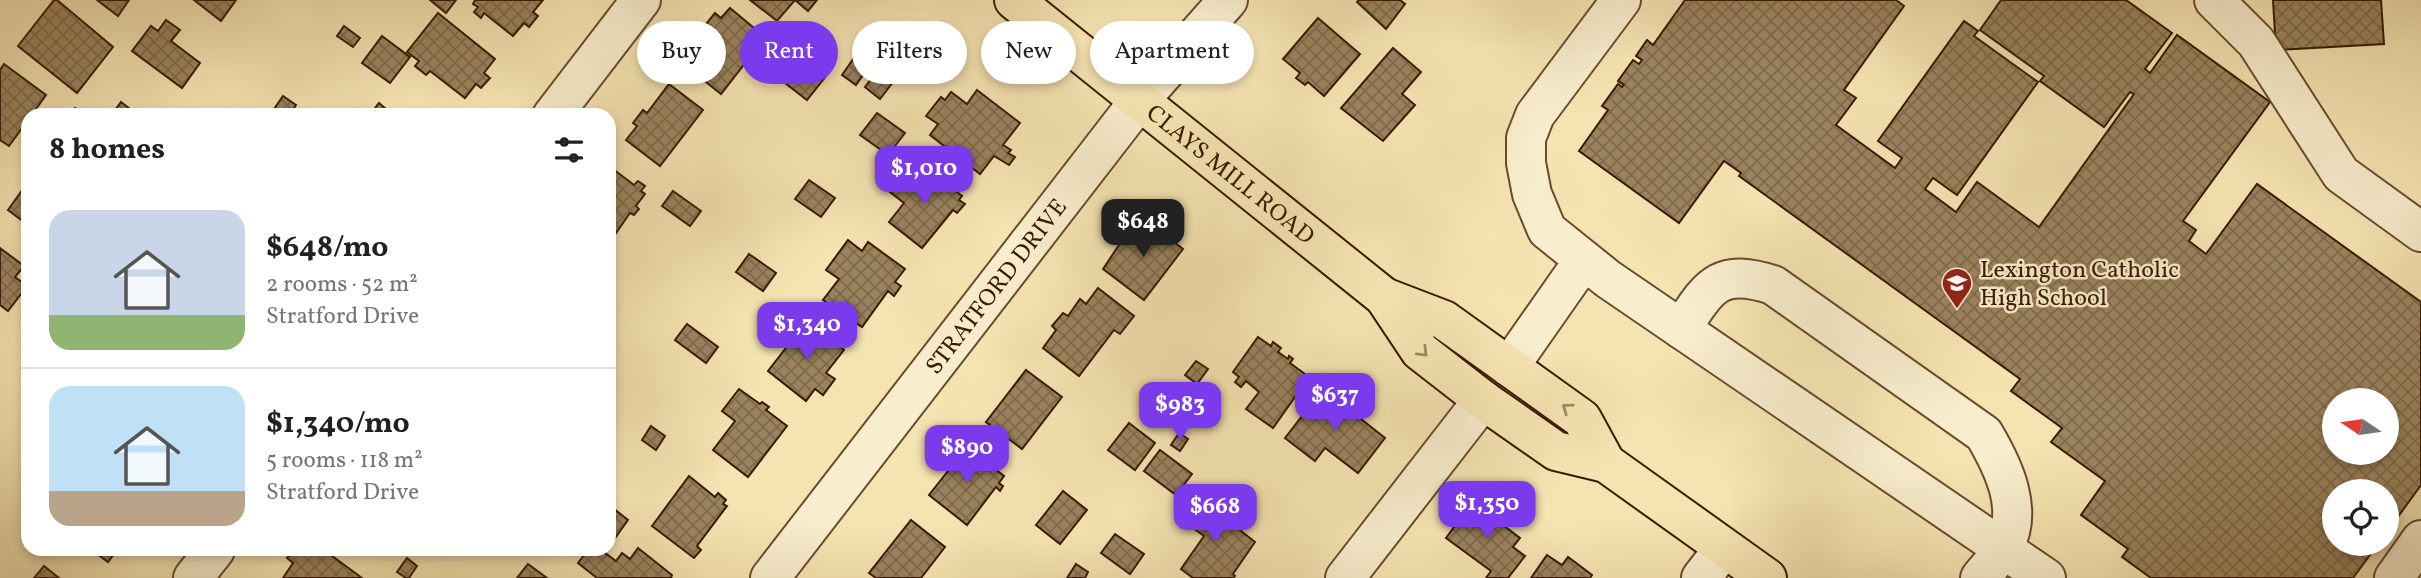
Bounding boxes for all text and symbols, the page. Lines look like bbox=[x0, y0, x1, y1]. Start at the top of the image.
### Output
chip: Buy bbox=[637, 21, 726, 84]
chip: Rent bbox=[740, 21, 838, 84]
chip: Filters bbox=[852, 21, 967, 84]
chip: New bbox=[981, 21, 1076, 84]
chip: Apartment bbox=[1090, 21, 1254, 84]
street label: CLAYS MILL ROAD bbox=[1138, 97, 1321, 254]
text: 8 homes bbox=[49, 129, 165, 171]
icon: filters bbox=[550, 131, 588, 169]
pin: $1,010 bbox=[867, 146, 981, 206]
text: $1,010 bbox=[891, 153, 957, 185]
street label: STRATFORD DRIVE bbox=[918, 192, 1076, 382]
pin: $648 bbox=[1102, 200, 1184, 259]
text: $648 bbox=[1117, 206, 1169, 238]
text: $648/mo bbox=[266, 227, 388, 269]
icon: home bbox=[105, 238, 189, 322]
place label: Lexington Catholic High School bbox=[1980, 254, 2179, 316]
school or university icon: Lexington Catholic High School bbox=[1940, 266, 1974, 310]
text: 2 rooms · 52 m² bbox=[266, 269, 418, 301]
text: Stratford Drive bbox=[266, 301, 419, 333]
pin: $1,340 bbox=[750, 302, 864, 362]
text: $1,340 bbox=[773, 309, 841, 341]
one-way arrow bbox=[1415, 343, 1428, 356]
pin: $637 bbox=[1294, 374, 1376, 433]
text: $637 bbox=[1311, 380, 1359, 412]
pin: $983 bbox=[1139, 382, 1221, 442]
north arrow bbox=[2322, 388, 2399, 466]
map controls bbox=[2322, 388, 2399, 556]
text: $983 bbox=[1155, 389, 1205, 421]
text: $1,340/mo bbox=[266, 403, 410, 445]
one-way arrow bbox=[1562, 404, 1575, 417]
icon: home bbox=[105, 414, 189, 498]
pin: $890 bbox=[926, 426, 1008, 485]
text: $890 bbox=[941, 432, 993, 464]
text: 5 rooms · 118 m² bbox=[266, 445, 423, 477]
text: Stratford Drive bbox=[266, 477, 419, 509]
button: locate bbox=[2322, 479, 2399, 556]
pin: $1,350 bbox=[1430, 482, 1544, 541]
pin: $668 bbox=[1174, 484, 1256, 544]
text: $1,350 bbox=[1454, 488, 1520, 520]
text: $668 bbox=[1190, 491, 1240, 523]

++++

* Aim of the task
Return the listing above verbatim and exclude every picture.

* Solution to this task
Bounding boxes for all text and symbols, the page. Lines look like bbox=[x0, y0, x1, y1]. Start at the top of the image.
### Output
chip: Buy bbox=[637, 21, 726, 84]
chip: Rent bbox=[740, 21, 838, 84]
chip: Filters bbox=[852, 21, 967, 84]
chip: New bbox=[981, 21, 1076, 84]
chip: Apartment bbox=[1090, 21, 1254, 84]
street label: CLAYS MILL ROAD bbox=[1138, 97, 1321, 254]
text: 8 homes bbox=[49, 129, 165, 171]
icon: filters bbox=[550, 131, 588, 169]
pin: $1,010 bbox=[867, 146, 981, 206]
text: $1,010 bbox=[891, 153, 957, 185]
street label: STRATFORD DRIVE bbox=[918, 192, 1076, 382]
pin: $648 bbox=[1102, 200, 1184, 259]
text: $648 bbox=[1117, 206, 1169, 238]
text: $648/mo bbox=[266, 227, 388, 269]
icon: home bbox=[105, 238, 189, 322]
place label: Lexington Catholic High School bbox=[1980, 254, 2179, 316]
school or university icon: Lexington Catholic High School bbox=[1940, 266, 1974, 310]
text: 2 rooms · 52 m² bbox=[266, 269, 418, 301]
text: Stratford Drive bbox=[266, 301, 419, 333]
pin: $1,340 bbox=[750, 302, 864, 362]
text: $1,340 bbox=[773, 309, 841, 341]
one-way arrow bbox=[1415, 343, 1428, 356]
pin: $637 bbox=[1294, 374, 1376, 433]
text: $637 bbox=[1311, 380, 1359, 412]
pin: $983 bbox=[1139, 382, 1221, 442]
north arrow bbox=[2322, 388, 2399, 466]
map controls bbox=[2322, 388, 2399, 556]
text: $983 bbox=[1155, 389, 1205, 421]
text: $1,340/mo bbox=[266, 403, 410, 445]
one-way arrow bbox=[1562, 404, 1575, 417]
icon: home bbox=[105, 414, 189, 498]
pin: $890 bbox=[926, 426, 1008, 485]
text: $890 bbox=[941, 432, 993, 464]
text: 5 rooms · 118 m² bbox=[266, 445, 423, 477]
text: Stratford Drive bbox=[266, 477, 419, 509]
button: locate bbox=[2322, 479, 2399, 556]
pin: $1,350 bbox=[1430, 482, 1544, 541]
pin: $668 bbox=[1174, 484, 1256, 544]
text: $1,350 bbox=[1454, 488, 1520, 520]
text: $668 bbox=[1190, 491, 1240, 523]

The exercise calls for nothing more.